Friday, June 3, 2011

Country side diet in the Middle Ages (aprox. 1000 to 1300)

Medieval farmers, paying the "Urbar."
In the Middle Ages, royalty,  nobility, churches, and monasteries owned most of the European land. Very few other individuals owned a little piece of land, like chevaliers or craftsmen.  The rest of the people were considered lucky to have a little cottage to sleep overnight. They were serfs who belonged to a noble and were allowed to work the noble’s land. They would receive food in exchange for their work, which extended all day. That was their paycheck. The food they got was only enough to survive.

Today, it is very difficult to reconstruct the life of a peasant in the Middle Ages. If there are plenty of records for the upper classes, historians have to dig deep for information about the serfs. The documents that they can find are tax records, donations, wills, household inventories, or funeral banquets. One of these documents shows us that in 1268, in the domain of Beaumont-le-Roger, in France, a couple would receive one large and two smaller breads, 2.5 a gallon of wine, 250 gr. of meat or eggs, and a bushel of peas. And this pay was considered high.

These serfs were populating the rural areas, and they accounted for the majority of a country's (or kingdom's) population. Around the house, they were given a small piece of land, like a regular backyard today, where they were allowed to do whatever they wished.  Almost all families were growing some kind of animals and birds and cultivating a small garden.  They usually had pigs, goats, sheep, and a few chickens or geese. For everything they grew or raised, they had to pay taxes to the landlord in the form of produce they got: eggs from birds, meat, wool, and milk from animals.

Their diet was very dull compared to modern eating habits. The base of a daily meal was the bread. Often made by secondary cereals like barley, rye, spelt, or a mixture of grain. Today, we would consider this type of bread healthy compared with the withe bread, but long ago, it wasn’t as easy to process cereals (and deplete them of all the good nutrients). The bread of peasants was very dark in color. The lighter the color of bread, the higher the social status.

The other product in their daily diet was wine. Grapes are easy to grow in good soil, and the wine-making process is an old discovery. In the Middle Ages, having a winery was so common that everybody knew how to make wine. Remember, peasants got wine in exchange for their labor. If they owned a small piece of land, they would cultivate some grapes, too. This habit has survived to this day in Europe, and we can still find many family farms that cultivate grapes to make wine. So, wine was popular and was consumed by everybody in the family, like beer.

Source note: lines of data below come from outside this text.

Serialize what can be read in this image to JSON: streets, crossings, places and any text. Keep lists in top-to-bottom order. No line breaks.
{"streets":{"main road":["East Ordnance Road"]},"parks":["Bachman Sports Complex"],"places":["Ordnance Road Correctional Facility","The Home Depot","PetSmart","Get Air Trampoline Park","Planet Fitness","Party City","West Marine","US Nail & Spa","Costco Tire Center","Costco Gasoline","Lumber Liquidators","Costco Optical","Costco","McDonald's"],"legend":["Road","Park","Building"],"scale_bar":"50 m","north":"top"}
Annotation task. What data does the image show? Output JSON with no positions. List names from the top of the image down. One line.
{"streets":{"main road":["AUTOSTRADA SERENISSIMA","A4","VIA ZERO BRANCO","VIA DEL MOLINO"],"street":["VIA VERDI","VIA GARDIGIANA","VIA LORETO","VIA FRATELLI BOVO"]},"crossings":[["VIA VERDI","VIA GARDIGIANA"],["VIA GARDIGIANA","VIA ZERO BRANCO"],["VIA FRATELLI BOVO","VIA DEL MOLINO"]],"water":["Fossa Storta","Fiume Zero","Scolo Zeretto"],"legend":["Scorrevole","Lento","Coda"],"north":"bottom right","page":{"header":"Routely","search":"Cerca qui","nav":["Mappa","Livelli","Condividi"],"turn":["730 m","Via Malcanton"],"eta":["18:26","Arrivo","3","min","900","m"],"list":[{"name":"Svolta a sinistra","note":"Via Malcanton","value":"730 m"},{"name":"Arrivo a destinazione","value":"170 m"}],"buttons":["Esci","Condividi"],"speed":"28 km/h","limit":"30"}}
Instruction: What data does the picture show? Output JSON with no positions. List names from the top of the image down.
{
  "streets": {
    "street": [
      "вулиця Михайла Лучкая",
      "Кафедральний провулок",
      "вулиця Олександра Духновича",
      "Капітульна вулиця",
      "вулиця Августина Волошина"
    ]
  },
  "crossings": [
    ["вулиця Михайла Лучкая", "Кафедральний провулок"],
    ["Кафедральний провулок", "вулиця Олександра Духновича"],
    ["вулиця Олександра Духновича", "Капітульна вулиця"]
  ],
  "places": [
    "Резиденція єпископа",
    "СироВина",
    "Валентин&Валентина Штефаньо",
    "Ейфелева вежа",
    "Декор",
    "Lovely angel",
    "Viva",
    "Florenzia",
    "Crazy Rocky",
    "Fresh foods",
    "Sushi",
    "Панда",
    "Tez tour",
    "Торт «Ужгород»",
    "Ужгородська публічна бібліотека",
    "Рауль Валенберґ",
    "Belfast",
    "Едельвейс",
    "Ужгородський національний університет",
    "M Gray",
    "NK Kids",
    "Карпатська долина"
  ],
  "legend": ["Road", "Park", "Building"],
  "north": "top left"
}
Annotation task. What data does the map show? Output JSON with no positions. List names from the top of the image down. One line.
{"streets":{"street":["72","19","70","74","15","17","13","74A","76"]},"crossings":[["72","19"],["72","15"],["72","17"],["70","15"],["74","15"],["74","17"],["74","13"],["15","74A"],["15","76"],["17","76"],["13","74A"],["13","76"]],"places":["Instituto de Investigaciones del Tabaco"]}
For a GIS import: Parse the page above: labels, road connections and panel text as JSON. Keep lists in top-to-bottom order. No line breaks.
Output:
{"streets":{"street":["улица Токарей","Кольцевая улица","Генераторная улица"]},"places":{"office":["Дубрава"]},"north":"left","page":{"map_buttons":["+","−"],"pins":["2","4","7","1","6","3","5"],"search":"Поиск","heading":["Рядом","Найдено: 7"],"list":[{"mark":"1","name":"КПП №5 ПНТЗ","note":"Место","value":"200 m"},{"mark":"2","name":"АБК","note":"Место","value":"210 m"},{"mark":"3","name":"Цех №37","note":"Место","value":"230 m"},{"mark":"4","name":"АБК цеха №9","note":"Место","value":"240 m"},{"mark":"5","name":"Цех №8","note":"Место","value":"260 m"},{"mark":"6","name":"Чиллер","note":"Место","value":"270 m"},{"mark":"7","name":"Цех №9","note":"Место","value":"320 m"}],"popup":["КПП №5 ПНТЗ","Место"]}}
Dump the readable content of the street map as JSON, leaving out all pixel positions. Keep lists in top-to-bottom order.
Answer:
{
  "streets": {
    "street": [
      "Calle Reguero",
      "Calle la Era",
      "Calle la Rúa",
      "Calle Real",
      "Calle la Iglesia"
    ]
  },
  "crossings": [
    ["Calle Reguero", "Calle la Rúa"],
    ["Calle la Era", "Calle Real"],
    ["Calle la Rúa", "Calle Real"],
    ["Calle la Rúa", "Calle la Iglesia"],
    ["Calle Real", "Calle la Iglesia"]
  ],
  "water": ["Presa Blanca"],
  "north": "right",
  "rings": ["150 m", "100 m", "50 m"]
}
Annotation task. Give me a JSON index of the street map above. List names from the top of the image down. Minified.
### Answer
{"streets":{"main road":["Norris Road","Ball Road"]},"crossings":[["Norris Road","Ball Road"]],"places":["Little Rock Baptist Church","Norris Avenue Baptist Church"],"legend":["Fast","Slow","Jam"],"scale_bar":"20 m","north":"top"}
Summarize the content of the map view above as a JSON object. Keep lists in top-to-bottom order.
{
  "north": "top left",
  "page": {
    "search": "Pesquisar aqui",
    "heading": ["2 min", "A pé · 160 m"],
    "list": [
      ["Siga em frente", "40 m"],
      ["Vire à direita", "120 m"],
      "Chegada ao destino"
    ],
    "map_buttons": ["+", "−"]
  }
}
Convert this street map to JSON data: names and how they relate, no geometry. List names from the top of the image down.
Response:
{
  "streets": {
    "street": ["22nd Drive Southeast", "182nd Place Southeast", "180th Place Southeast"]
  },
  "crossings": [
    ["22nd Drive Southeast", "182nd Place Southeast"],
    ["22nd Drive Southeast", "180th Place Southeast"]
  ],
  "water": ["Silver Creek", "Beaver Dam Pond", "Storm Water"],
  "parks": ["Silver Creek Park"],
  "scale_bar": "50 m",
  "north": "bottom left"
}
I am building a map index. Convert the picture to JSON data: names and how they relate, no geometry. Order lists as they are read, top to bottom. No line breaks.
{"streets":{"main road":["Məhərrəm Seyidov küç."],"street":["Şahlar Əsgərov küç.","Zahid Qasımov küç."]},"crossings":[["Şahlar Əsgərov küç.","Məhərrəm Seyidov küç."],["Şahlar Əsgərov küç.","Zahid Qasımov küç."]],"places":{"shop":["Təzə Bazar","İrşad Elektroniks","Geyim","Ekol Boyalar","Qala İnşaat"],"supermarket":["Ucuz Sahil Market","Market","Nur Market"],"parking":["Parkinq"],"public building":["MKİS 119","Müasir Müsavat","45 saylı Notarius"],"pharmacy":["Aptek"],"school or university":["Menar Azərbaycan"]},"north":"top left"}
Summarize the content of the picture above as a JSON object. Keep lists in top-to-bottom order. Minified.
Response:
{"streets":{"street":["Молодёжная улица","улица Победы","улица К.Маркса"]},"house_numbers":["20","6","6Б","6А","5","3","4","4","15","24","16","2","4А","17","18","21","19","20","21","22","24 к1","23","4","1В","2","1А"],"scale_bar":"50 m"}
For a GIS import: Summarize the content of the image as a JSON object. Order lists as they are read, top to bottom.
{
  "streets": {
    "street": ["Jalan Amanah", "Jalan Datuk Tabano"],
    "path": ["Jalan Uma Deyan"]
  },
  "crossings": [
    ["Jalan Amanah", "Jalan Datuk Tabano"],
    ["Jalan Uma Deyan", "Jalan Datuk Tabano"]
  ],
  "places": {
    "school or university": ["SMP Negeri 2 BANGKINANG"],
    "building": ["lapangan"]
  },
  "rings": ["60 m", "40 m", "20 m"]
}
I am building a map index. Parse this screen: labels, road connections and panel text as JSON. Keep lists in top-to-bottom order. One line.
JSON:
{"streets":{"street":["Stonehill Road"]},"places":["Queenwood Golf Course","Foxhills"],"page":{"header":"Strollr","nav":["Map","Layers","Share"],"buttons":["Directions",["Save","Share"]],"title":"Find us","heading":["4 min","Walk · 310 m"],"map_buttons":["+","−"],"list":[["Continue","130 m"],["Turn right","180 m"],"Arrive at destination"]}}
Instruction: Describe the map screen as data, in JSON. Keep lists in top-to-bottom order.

Meat was another important part of the Middle Ages diet. People got the meat either as pay for work or from their own small backyard. Sometimes, they hunted small game, but hunting big game was mostly a privilege of the nobles. The meat was consumed mostly fresh and sometimes was salted and smoked to be preserved over the winter. Again, the ratio of meat was very small, and most days, it was not even part of the meal. Along with meat, as a product of the sustainable small economy, cheese, milk, and eggs were used.

Vegetables were largely consumed. The little backyard of a cottage that belonged to a peasant had a garden where women, children, and elderly folks who lived in the house would cultivate legumes, greens, and vegetables such as cabbage, onion, garlic, turnips, a variety of beans and peas, leeks, spinach, squash, etc. From the wild, they would complement with mushrooms, asparagus, watercress, and a few aromatic herbs like basil, fennel, marjoram, or thyme.   

These folks in the Middle Ages were completely dependent on the weather for their survival. If the year was bad (too dry or too wet) and the cereal crop was compromised, then they could face famine. Between 1000 and 1300, four major food crises affected Europe (1005-6, 1032-33, 1195-97, 1224-26). However, the human species survived to this day and writes stories like this one on the Internet!